Support may be modified one year after it was entered under very limited circumstances. Support may be modified at any time if there is a substantial change in circumstances. A motion for adjustment may be filed after two years without a showing of a substantial change in circumstances.

Modification After One Year.

RCW 26.09.170(5) provides in part:
An order of child support may be modified one year or more after it has been entered without showing a substantial change of circumstances:
(a) If the order in practice works a severe economic hardship on either party or the child;
(b) If a party requests an adjustment in an order of child support which was based on guidelines which determined the amount of support according to the child’s age, and the child is no longer in the age category on which the current support amount was based;
(c) If a child is still in high school, upon a finding that there is a need to extend support beyond the eighteenth birthday to complete high school.

Modifications Due to Substantial Change in Circumstances.

Child support may be modified upon a showing of a “substantial change in circumstances.” RCW 26.09.170(1). An obligor’s voluntary unemployment or voluntary underemployment by itself, is not a substantial change of circumstances. RCW 26.09.170(7). A party may petition for modification of child support in cases of substantially changed circumstances at any time. RCW 26.09.170(9)(b).

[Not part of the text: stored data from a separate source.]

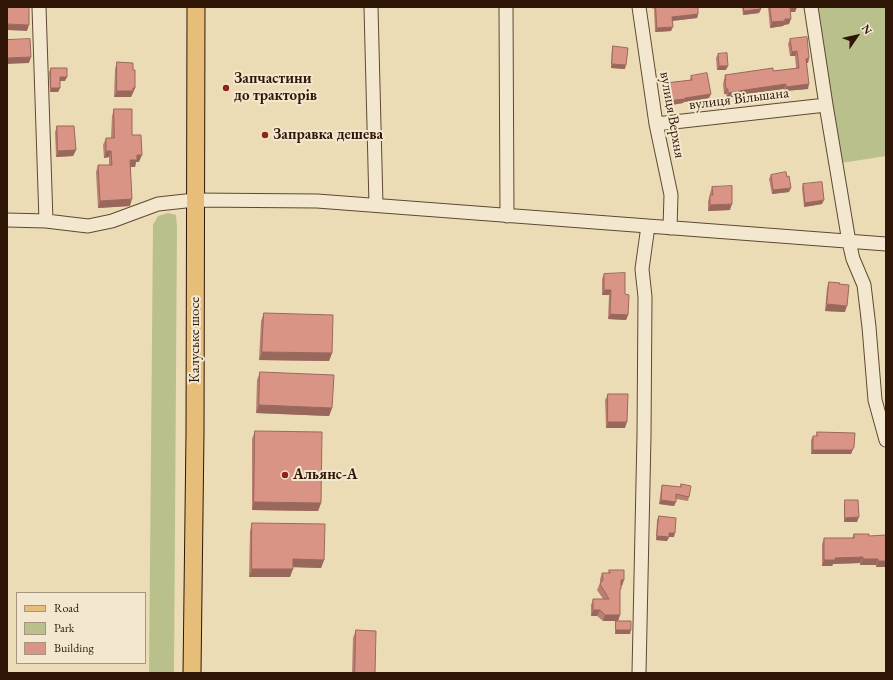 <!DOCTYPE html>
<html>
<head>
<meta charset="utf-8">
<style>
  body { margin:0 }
  #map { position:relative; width:893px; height:680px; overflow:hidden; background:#ecdcb5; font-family:"EB Garamond",serif }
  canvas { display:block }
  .frame { position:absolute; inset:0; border:8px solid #301606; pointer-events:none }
  .legend { position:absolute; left:16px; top:592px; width:130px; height:72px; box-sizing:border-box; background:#f3e8cf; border:1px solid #a5947f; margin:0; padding:5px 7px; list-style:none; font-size:12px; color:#301606 }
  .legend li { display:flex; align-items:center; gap:8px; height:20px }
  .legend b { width:20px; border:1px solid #a5947f }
  .north { position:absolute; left:837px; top:16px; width:40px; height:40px; -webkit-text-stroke:3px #f3e8cf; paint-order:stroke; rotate:56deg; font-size:11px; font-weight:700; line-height:16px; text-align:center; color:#301606 }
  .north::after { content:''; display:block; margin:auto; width:14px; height:18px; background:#301606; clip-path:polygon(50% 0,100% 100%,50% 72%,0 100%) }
</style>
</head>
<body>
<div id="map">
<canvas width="893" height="680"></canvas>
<div class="frame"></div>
<ul class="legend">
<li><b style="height:5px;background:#e6be7a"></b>Road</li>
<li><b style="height:11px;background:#bac08c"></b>Park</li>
<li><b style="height:11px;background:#da9485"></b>Building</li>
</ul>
<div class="north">N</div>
</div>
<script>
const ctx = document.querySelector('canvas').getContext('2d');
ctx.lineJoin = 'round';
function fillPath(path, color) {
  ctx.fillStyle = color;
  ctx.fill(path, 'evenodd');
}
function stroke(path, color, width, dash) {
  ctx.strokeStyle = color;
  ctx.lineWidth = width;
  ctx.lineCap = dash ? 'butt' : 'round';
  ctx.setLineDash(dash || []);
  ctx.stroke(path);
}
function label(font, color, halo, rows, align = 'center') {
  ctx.font = font + ' "EB Garamond",serif';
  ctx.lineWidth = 4;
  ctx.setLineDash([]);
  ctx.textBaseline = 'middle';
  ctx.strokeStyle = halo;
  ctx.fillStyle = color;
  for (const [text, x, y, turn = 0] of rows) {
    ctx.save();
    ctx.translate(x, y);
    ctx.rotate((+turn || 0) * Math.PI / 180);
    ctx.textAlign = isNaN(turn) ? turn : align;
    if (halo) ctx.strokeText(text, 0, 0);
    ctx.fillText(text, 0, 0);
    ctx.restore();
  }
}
fillPath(new Path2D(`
  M 818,7 L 886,7 L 886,156 L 841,163 Z
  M 168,213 L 176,215 L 177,227 L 174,673 L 149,673 L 153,225 L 158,216 Z`), '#bac08c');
const minor = new Path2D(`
  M 39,7 L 46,221
  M 371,7 L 376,205
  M 506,7 L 507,216
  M 639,7 L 656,124 L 671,195 L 670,228
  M 811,7 L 826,105 L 849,242 L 853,259 L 864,285 L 869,327 L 875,400 L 886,440
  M 656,124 L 826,105
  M 7,220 L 46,221 L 88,226 L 112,221 L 158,204 L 195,200 L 317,201 L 886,244
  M 639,673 L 644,435 L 645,297 L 642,269 L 648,226`);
const major = new Path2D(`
  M 192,673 L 195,433 L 196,7`);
stroke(minor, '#5f4832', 15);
stroke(major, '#301606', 19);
stroke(minor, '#f3e8cf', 13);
stroke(major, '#e6be7a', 17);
fillPath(new Path2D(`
  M 652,7 L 698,7 L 698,14 L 697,18 L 672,21 L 671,31 L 655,32 L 654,8 L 652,9 Z
  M 742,7 L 760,7 L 761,9 L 759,13 L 743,15 Z
  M 768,7 L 797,7 L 795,12 L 790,12 L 789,24 L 784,25 L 783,26 L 770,28 Z
  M 790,39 L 809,58 L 808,63 L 807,63 L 808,89 L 784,91 L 784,89 L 744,94 L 743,95 L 727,98 L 726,94 L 724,94 L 723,84 L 725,75 L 773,71 L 796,68 L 795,56 L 790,56 L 788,44 Z
  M 613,46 L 625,69 L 611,68 L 612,50 Z
  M 718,54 L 726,70 L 717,70 L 716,58 Z
  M 117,62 L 133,70 L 135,88 L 131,97 L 114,97 L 115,69 Z
  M 51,68 L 65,81 L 60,81 L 60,88 L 58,92 L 50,92 L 49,72 Z
  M 691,76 L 709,98 L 684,102 L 683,103 L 666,106 L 663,87 L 665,83 L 690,80 Z
  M 114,109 L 132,135 L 139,162 L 136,162 L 135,167 L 131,167 L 130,206 L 98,208 L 96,172 L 98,165 L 109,165 L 109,157 L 104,158 L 103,145 L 106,138 L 111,138 L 112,116 Z
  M 57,126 L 76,150 L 73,156 L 56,157 L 55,132 Z
  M 771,175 L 789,192 L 772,194 L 769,179 Z
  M 803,184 L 822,204 L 804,207 L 802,188 Z
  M 712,187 L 730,210 L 708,211 L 708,201 L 710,195 L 710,193 Z
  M 604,274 L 625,294 L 628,315 L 626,320 L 608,319 L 609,295 L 602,295 L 602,279 Z
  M 829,282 L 839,284 L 845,312 L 825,311 L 827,288 Z
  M 264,313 L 332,353 L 329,361 L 259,360 L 261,321 Z
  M 260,372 L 332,408 L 329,416 L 256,413 L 257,380 Z
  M 608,394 L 625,428 L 606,428 L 605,400 Z
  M 255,431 L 321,503 L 318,511 L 252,510 L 252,439 Z
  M 817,432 L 852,451 L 851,454 L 811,454 L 811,440 L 813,436 L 816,436 Z
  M 681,484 L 689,497 L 688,501 L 676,499 L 674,506 L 659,504 L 661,489 L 662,485 L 680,487 Z
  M 845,500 L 857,522 L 844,522 L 844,504 Z
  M 659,516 L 674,537 L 669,537 L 667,541 L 656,540 L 657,520 Z
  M 252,523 L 324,560 L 321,568 L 293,567 L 290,577 L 249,577 L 250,531 Z
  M 854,534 L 869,536 L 886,567 L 876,567 L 876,565 L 860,565 L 860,563 L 833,564 L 832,566 L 822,566 L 822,544 L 824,538 L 852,538 Z
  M 609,570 L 622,586 L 621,586 L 620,591 L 620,615 L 618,621 L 603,621 L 597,616 L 591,616 L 591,605 L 593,599 L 603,599 L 597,590 L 600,583 L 600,579 L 602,573 L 608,573 Z
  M 616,621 L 630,634 L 615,634 L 615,625 Z
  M 356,630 L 375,673 L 352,673 L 353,638 Z`), '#bb7f72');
fillPath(new Path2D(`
  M 789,7 L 797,7 L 795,12 L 788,12 Z
  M 761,9 L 759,13 L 743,15 L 744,11 Z
  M 698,14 L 697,18 L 671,21 L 672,17 Z
  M 785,19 L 791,19 L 789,24 L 784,25 L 783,26 L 770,28 L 772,22 Z
  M 7,24 L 29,25 L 27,31 L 7,30 Z
  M 673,27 L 671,31 L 655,32 L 657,28 Z
  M 797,51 L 795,56 L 790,56 L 792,52 Z
  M 31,57 L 29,63 L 7,64 L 7,58 Z
  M 809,58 L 808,63 L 805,63 L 806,59 Z
  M 612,64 L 626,65 L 625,69 L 611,68 Z
  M 719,66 L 728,66 L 726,70 L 717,70 Z
  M 60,77 L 67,77 L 65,81 L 59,81 Z
  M 786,84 L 784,89 L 744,94 L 743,95 L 727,98 L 728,93 L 745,90 Z
  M 809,84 L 808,89 L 784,91 L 786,87 Z
  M 51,88 L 60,88 L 58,92 L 50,92 Z
  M 133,88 L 135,88 L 131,97 L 114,97 L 117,91 Z
  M 726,89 L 728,89 L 726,94 L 724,94 Z
  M 711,94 L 709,98 L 684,102 L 683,103 L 666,106 L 667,101 L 685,98 Z
  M 76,150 L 73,156 L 56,157 L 58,151 Z
  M 106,151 L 111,151 L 109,157 L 104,158 Z
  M 137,155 L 142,155 L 139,162 L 136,162 L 135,167 L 128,167 L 130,160 Z
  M 791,188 L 789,192 L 772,194 L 773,190 Z
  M 132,199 L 130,206 L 98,208 L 100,201 Z
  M 824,200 L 822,204 L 804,207 L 805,203 Z
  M 732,204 L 730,210 L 708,211 L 710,205 Z
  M 604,290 L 611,290 L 609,295 L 602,295 Z
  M 827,304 L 847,306 L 845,312 L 825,311 Z
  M 610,314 L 628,315 L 626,320 L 608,319 Z
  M 262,352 L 332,353 L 329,361 L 259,360 Z
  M 259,405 L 332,408 L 329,416 L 256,413 Z
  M 608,422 L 627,422 L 625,428 L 606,428 Z
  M 854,447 L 851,454 L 811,454 L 813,450 Z
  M 661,500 L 676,502 L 674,506 L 659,504 Z
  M 254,502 L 321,503 L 318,511 L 252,510 Z
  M 859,517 L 857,522 L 844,522 L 845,518 Z
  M 669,533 L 675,533 L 674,537 L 669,537 L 667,541 L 656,540 L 657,536 Z
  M 863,557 L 860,563 L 833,564 L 832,566 L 822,566 L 824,560 L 835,558 Z
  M 293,559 L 324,560 L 321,568 L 290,567 Z
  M 863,559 L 878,559 L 876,565 L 860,565 Z
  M 878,561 L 886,561 L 886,567 L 876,567 Z
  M 252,569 L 293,569 L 290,577 L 249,577 Z
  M 621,580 L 624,580 L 622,586 L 619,586 Z
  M 593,610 L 600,610 L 597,616 L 591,616 Z
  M 605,615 L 620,615 L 618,621 L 603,621 Z
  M 616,630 L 631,630 L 630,634 L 615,634 Z`), '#99685d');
const building = new Path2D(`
  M 7,7 L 29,7 L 29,25 L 7,24 Z
  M 656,7 L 698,7 L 698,14 L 672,17 L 673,27 L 657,28 Z
  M 744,7 L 760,7 L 761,9 L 744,11 Z
  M 770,7 L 790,7 L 791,19 L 785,19 L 785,21 L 772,22 Z
  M 807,37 L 809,58 L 806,59 L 809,84 L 786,87 L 786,84 L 745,90 L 728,93 L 728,89 L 726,89 L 725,80 L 726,80 L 725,75 L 773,68 L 773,71 L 799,68 L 797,51 L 792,52 L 790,39 Z
  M 30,39 L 31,57 L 7,58 L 7,40 Z
  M 613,46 L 628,48 L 626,65 L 612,64 Z
  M 727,53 L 728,66 L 719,66 L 718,54 Z
  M 117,62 L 133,63 L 133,70 L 135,70 L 135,88 L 133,88 L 133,91 L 117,91 Z
  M 51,68 L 67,68 L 67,77 L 60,77 L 60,88 L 51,88 Z
  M 707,73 L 711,94 L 685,98 L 685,99 L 667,101 L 665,83 L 692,80 L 691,76 Z
  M 114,109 L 132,109 L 132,135 L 141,135 L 142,155 L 137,155 L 137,160 L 130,160 L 132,199 L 100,201 L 98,165 L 112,165 L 111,151 L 106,151 L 106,138 L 114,138 Z
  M 57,126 L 74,126 L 76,150 L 58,151 Z
  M 786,172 L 787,177 L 789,176 L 791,188 L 773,190 L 771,175 Z
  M 822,182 L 824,200 L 805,203 L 803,184 Z
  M 732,186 L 732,204 L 710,205 L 710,195 L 713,195 L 712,187 Z
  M 625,273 L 625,294 L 629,295 L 628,315 L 610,314 L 611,290 L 604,290 L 604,274 Z
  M 829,282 L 840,283 L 839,284 L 849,285 L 847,306 L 827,304 Z
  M 264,313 L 333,315 L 332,353 L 262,352 Z
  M 260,372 L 334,375 L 332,408 L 259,405 Z
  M 608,394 L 628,394 L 627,422 L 608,422 Z
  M 255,431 L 322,432 L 321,503 L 254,502 Z
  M 817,432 L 855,433 L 854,447 L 852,450 L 813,450 L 813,436 L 817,436 Z
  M 681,484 L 691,486 L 689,497 L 676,494 L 676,502 L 661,500 L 662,485 L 681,487 Z
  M 845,500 L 858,500 L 859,517 L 845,518 Z
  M 659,516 L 676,518 L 675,533 L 669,533 L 669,537 L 657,536 Z
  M 252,523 L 325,524 L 324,560 L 293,559 L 293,569 L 252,569 Z
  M 854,534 L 869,534 L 869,536 L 886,535 L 886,561 L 878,561 L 878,559 L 863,559 L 863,557 L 835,558 L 835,560 L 824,560 L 824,538 L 854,538 Z
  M 609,570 L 624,570 L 624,580 L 621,580 L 621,589 L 620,589 L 620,615 L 605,615 L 600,610 L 593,610 L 593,599 L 609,599 L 600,584 L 603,580 L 602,573 L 610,573 Z
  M 616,621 L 631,621 L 631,630 L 616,630 Z
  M 356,630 L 376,631 L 375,673 L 355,673 Z`);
fillPath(building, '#da9485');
stroke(building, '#99685d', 1);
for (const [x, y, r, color] of [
  [226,88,4,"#8f2418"],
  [265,135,4,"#8f2418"],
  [285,475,4,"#8f2418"]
]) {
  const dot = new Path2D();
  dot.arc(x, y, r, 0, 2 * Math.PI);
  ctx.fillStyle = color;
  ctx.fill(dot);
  stroke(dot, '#f3e8cf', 1.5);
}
label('bold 15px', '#301606', '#f3e8cf', [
  ["Запчастини",234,79],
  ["до тракторів",234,96],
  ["Заправка дешева",273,135],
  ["Альянс-А",293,475]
], 'left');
label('15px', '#301606', '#f3e8cf', [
  ["вулиця Вільшана",739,99,-7],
  ["вулиця Верхня",672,115,80],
  ["Калуське шосе",195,340,-90]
]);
</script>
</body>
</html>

A good example of a substantial change in circumstances would be due to a layoff that was beyond the control of the parent. If, however, documentation was discovered that showed that the parent asked to be laid off, this would be voluntary unemployment and would not be grounds for a modification.

Adjustment to Support.

Many people get confused between a modification and an adjustment. A modification is a cause of action with a trial date. It potentially opens up every aspect of the order being modified. An adjustment keeps the basic support order in place, but recalculates the support amounts based upon each party’s income.

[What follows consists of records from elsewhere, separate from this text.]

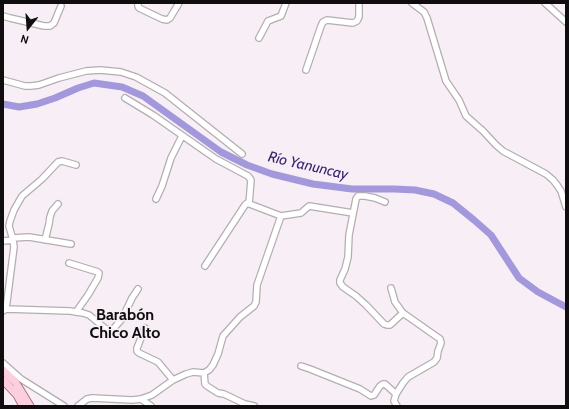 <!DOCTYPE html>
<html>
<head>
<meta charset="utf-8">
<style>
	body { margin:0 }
	#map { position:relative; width:569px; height:409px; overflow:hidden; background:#f7eff5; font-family:Cabin,sans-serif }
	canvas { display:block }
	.frame { position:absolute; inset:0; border:4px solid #0f0d0e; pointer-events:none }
	.north { position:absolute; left:8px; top:8px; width:40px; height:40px; -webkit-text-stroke:3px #f7eff5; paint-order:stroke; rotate:197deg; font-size:11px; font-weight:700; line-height:16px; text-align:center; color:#0f0d0e }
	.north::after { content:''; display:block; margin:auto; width:14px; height:18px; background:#0f0d0e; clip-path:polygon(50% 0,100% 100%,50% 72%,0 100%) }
</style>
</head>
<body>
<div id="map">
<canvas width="569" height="409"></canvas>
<div class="frame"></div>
<div class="north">N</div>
</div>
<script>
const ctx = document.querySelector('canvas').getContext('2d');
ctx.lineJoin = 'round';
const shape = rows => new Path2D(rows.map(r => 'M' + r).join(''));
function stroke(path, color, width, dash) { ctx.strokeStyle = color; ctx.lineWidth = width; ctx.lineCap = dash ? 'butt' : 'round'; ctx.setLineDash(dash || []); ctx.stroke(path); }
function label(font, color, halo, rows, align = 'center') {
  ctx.font = font + ' Cabin,sans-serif'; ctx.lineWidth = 3.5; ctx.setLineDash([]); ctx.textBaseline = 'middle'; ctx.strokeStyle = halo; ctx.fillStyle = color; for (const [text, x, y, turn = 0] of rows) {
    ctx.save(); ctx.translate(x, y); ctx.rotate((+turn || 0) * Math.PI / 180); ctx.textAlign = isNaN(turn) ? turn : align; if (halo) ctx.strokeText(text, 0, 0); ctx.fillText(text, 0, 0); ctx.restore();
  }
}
const river = shape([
	[3,104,19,107,37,104,55,98,78,88,94,83,122,87,143,96,221,152,247,165,272,174,313,184,352,189,394,189,415,190,434,194,453,203,474,220,491,235,519,278,538,292,566,307]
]);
const minor = shape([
	[138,3,138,6,139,8,162,19,167,20,170,18,179,3],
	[412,3,424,12,427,18,446,81,459,100,466,116,483,131,496,145,503,151,546,174,553,180,557,185,561,191,566,207],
	[545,3,566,22],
	[3,16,10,18,44,26,50,26,54,23,61,6],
	[259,38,268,21,281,16,286,3],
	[306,70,321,26,323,22,327,20,353,23,357,21,359,17,359,3],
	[3,80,25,86,31,86,39,85,59,78,86,71,100,70,121,72,136,77,165,93,242,154],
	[125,98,153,115,216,159,248,176,251,180,249,204],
	[156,199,162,186,171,158,182,136],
	[385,202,375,198,365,196,358,196,356,199,349,235,348,257,345,269,340,280,340,283,343,287,356,296,366,305,384,324,387,325,390,325,403,313],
	[13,238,29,237,71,244],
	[45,240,49,224,50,217,52,211,58,204],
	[3,241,13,240],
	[69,263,98,272,99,273,98,278,88,295,76,312],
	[205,266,245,205,247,203,281,216],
	[391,288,395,302,403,313,440,339,441,343,438,351,437,358,434,362,408,377,403,383,396,394,394,401,397,406],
	[6,309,70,311,83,313,89,315,106,329,110,330,113,329,122,319,132,298,138,289],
	[3,311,6,309,14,247,13,240,9,226,10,221,14,210,22,196,42,179,58,162,62,161,76,165],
	[145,328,137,348,137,351,139,353,158,362,173,380],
	[3,363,21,379,64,406],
	[301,366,310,369,360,389,371,396,374,395,380,386,383,384,385,384,396,394],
	[204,373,205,384,207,386,218,393,224,394,245,404,254,406],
	[141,399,151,406],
	[78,406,87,399,92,398,132,400,141,399,152,395,173,380,186,374,193,372,204,373,209,370,213,365,218,354,223,336,240,317,254,306,256,302,257,285,281,216,301,213,309,206,353,213]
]);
const major = shape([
	[3,370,16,383,30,406],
	[3,380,17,395,23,406]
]);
const waterNames = [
	["Río Yanuncay",308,166,13]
];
const quarterNames = [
	["Barabón",125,315],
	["Chico Alto",125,333]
];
stroke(river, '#a498dd', 7);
stroke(minor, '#b4adb2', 8);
stroke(major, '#a87686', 9);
stroke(minor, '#fff', 5.5);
stroke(major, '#fdcedd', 7);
label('italic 15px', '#3b2373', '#f7eff5', waterNames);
label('bold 16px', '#0f0d0e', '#f7eff5', quarterNames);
</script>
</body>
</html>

RCW 26.09.170(9)(a) provides: “All child support decrees may be adjusted once every twenty four months based upon changes in the income of the parents without a showing of substantially changed circumstances.”

Basically, every two years, either parent can file a motion and ask the court to do a recalculation.

Time Limit for Filing.

RCW 26.09.170(3) provides that: “Unless otherwise agreed in writing or expressly provided in the decree, provisions for the support of a child are terminated by emancipation of the child or by the death of the parent obligated to provide the support.” Emancipation usually means age 18, although many support orders provide support through age 18 or graduation from high school, whichever is later. Emancipation may also be later if a child has impairments and is dependent.

In general, if you want to modify a child support order (e.g. to extend it for college), you must do so before child support terminates. If you do not do so, the court may lose jurisdiction to make the change. If you are coming up on this deadline, make sure to notify your attorney immediately.